Your response should consist of the lines below, printed exactly.

::: RECORDS SHOWN :::

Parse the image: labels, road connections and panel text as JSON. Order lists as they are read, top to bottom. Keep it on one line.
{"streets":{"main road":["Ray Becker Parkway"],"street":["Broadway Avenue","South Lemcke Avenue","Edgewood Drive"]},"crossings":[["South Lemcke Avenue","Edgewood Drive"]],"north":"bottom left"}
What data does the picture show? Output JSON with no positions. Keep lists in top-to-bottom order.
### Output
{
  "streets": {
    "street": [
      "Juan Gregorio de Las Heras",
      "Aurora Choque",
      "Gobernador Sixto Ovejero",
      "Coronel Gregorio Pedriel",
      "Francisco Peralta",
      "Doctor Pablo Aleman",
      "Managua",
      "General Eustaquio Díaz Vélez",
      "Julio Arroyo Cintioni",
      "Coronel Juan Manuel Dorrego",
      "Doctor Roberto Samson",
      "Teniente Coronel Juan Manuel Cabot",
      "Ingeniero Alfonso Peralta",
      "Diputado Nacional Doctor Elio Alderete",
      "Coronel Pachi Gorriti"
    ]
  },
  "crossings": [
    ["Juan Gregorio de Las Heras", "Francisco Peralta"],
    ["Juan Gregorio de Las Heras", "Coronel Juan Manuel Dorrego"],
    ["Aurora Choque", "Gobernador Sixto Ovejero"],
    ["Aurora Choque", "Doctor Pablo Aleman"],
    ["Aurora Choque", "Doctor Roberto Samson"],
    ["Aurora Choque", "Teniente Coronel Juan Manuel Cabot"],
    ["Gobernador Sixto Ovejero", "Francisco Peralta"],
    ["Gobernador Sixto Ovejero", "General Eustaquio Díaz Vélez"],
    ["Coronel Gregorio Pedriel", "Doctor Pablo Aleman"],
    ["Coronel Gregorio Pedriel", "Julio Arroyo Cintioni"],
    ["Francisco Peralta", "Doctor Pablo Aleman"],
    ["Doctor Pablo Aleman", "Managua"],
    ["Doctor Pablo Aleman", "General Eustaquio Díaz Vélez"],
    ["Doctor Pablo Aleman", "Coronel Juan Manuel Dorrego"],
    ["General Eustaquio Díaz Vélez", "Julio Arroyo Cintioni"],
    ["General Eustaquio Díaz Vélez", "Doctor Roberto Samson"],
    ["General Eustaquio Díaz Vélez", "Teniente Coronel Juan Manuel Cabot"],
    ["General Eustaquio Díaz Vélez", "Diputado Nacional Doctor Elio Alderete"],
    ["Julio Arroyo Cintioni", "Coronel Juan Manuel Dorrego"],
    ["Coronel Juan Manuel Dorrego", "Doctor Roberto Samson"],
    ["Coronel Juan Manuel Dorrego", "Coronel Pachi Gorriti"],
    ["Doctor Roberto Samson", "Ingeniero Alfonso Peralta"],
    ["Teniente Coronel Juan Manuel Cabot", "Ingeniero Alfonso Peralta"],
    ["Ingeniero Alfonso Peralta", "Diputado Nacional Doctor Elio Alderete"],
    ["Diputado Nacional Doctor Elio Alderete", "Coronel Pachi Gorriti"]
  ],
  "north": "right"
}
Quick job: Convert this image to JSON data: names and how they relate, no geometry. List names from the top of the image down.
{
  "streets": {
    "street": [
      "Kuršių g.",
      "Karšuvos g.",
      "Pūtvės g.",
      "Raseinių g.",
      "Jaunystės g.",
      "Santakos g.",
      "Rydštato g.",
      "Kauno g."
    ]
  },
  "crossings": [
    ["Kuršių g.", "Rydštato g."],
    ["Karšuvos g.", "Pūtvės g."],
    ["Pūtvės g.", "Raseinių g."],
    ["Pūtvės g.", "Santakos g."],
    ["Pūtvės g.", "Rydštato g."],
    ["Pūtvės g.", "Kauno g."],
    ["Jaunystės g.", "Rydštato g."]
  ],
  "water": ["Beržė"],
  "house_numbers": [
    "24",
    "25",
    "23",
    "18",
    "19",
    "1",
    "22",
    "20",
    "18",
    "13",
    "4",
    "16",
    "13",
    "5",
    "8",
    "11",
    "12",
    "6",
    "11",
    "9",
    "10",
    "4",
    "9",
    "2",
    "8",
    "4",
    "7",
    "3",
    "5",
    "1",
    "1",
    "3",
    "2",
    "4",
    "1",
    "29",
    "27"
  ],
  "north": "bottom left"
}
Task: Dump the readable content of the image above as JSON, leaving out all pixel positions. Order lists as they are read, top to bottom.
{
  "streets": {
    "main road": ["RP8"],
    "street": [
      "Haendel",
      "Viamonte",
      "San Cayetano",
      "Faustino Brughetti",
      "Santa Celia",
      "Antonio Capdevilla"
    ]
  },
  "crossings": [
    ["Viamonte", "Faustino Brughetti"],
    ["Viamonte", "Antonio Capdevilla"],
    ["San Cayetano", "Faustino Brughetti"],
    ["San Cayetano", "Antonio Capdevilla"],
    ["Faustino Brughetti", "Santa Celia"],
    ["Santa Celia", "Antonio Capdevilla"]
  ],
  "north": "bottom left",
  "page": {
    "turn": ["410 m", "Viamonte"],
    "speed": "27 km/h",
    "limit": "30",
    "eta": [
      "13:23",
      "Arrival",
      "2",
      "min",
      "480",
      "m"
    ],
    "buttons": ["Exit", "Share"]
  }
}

:::

• [ANSWER TO THIS PROBLEM]:
Parse the image: labels, road connections and panel text as JSON. Order lists as they are read, top to bottom. Keep it on one line.
{"streets":{"main road":["Ray Becker Parkway"],"street":["Broadway Avenue","South Lemcke Avenue","Edgewood Drive"]},"crossings":[["South Lemcke Avenue","Edgewood Drive"]],"north":"bottom left"}
What data does the picture show? Output JSON with no positions. Keep lists in top-to-bottom order.
### Output
{
  "streets": {
    "street": [
      "Juan Gregorio de Las Heras",
      "Aurora Choque",
      "Gobernador Sixto Ovejero",
      "Coronel Gregorio Pedriel",
      "Francisco Peralta",
      "Doctor Pablo Aleman",
      "Managua",
      "General Eustaquio Díaz Vélez",
      "Julio Arroyo Cintioni",
      "Coronel Juan Manuel Dorrego",
      "Doctor Roberto Samson",
      "Teniente Coronel Juan Manuel Cabot",
      "Ingeniero Alfonso Peralta",
      "Diputado Nacional Doctor Elio Alderete",
      "Coronel Pachi Gorriti"
    ]
  },
  "crossings": [
    ["Juan Gregorio de Las Heras", "Francisco Peralta"],
    ["Juan Gregorio de Las Heras", "Coronel Juan Manuel Dorrego"],
    ["Aurora Choque", "Gobernador Sixto Ovejero"],
    ["Aurora Choque", "Doctor Pablo Aleman"],
    ["Aurora Choque", "Doctor Roberto Samson"],
    ["Aurora Choque", "Teniente Coronel Juan Manuel Cabot"],
    ["Gobernador Sixto Ovejero", "Francisco Peralta"],
    ["Gobernador Sixto Ovejero", "General Eustaquio Díaz Vélez"],
    ["Coronel Gregorio Pedriel", "Doctor Pablo Aleman"],
    ["Coronel Gregorio Pedriel", "Julio Arroyo Cintioni"],
    ["Francisco Peralta", "Doctor Pablo Aleman"],
    ["Doctor Pablo Aleman", "Managua"],
    ["Doctor Pablo Aleman", "General Eustaquio Díaz Vélez"],
    ["Doctor Pablo Aleman", "Coronel Juan Manuel Dorrego"],
    ["General Eustaquio Díaz Vélez", "Julio Arroyo Cintioni"],
    ["General Eustaquio Díaz Vélez", "Doctor Roberto Samson"],
    ["General Eustaquio Díaz Vélez", "Teniente Coronel Juan Manuel Cabot"],
    ["General Eustaquio Díaz Vélez", "Diputado Nacional Doctor Elio Alderete"],
    ["Julio Arroyo Cintioni", "Coronel Juan Manuel Dorrego"],
    ["Coronel Juan Manuel Dorrego", "Doctor Roberto Samson"],
    ["Coronel Juan Manuel Dorrego", "Coronel Pachi Gorriti"],
    ["Doctor Roberto Samson", "Ingeniero Alfonso Peralta"],
    ["Teniente Coronel Juan Manuel Cabot", "Ingeniero Alfonso Peralta"],
    ["Ingeniero Alfonso Peralta", "Diputado Nacional Doctor Elio Alderete"],
    ["Diputado Nacional Doctor Elio Alderete", "Coronel Pachi Gorriti"]
  ],
  "north": "right"
}
Quick job: Convert this image to JSON data: names and how they relate, no geometry. List names from the top of the image down.
{
  "streets": {
    "street": [
      "Kuršių g.",
      "Karšuvos g.",
      "Pūtvės g.",
      "Raseinių g.",
      "Jaunystės g.",
      "Santakos g.",
      "Rydštato g.",
      "Kauno g."
    ]
  },
  "crossings": [
    ["Kuršių g.", "Rydštato g."],
    ["Karšuvos g.", "Pūtvės g."],
    ["Pūtvės g.", "Raseinių g."],
    ["Pūtvės g.", "Santakos g."],
    ["Pūtvės g.", "Rydštato g."],
    ["Pūtvės g.", "Kauno g."],
    ["Jaunystės g.", "Rydštato g."]
  ],
  "water": ["Beržė"],
  "house_numbers": [
    "24",
    "25",
    "23",
    "18",
    "19",
    "1",
    "22",
    "20",
    "18",
    "13",
    "4",
    "16",
    "13",
    "5",
    "8",
    "11",
    "12",
    "6",
    "11",
    "9",
    "10",
    "4",
    "9",
    "2",
    "8",
    "4",
    "7",
    "3",
    "5",
    "1",
    "1",
    "3",
    "2",
    "4",
    "1",
    "29",
    "27"
  ],
  "north": "bottom left"
}
Task: Dump the readable content of the image above as JSON, leaving out all pixel positions. Order lists as they are read, top to bottom.
{
  "streets": {
    "main road": ["RP8"],
    "street": [
      "Haendel",
      "Viamonte",
      "San Cayetano",
      "Faustino Brughetti",
      "Santa Celia",
      "Antonio Capdevilla"
    ]
  },
  "crossings": [
    ["Viamonte", "Faustino Brughetti"],
    ["Viamonte", "Antonio Capdevilla"],
    ["San Cayetano", "Faustino Brughetti"],
    ["San Cayetano", "Antonio Capdevilla"],
    ["Faustino Brughetti", "Santa Celia"],
    ["Santa Celia", "Antonio Capdevilla"]
  ],
  "north": "bottom left",
  "page": {
    "turn": ["410 m", "Viamonte"],
    "speed": "27 km/h",
    "limit": "30",
    "eta": [
      "13:23",
      "Arrival",
      "2",
      "min",
      "480",
      "m"
    ],
    "buttons": ["Exit", "Share"]
  }
}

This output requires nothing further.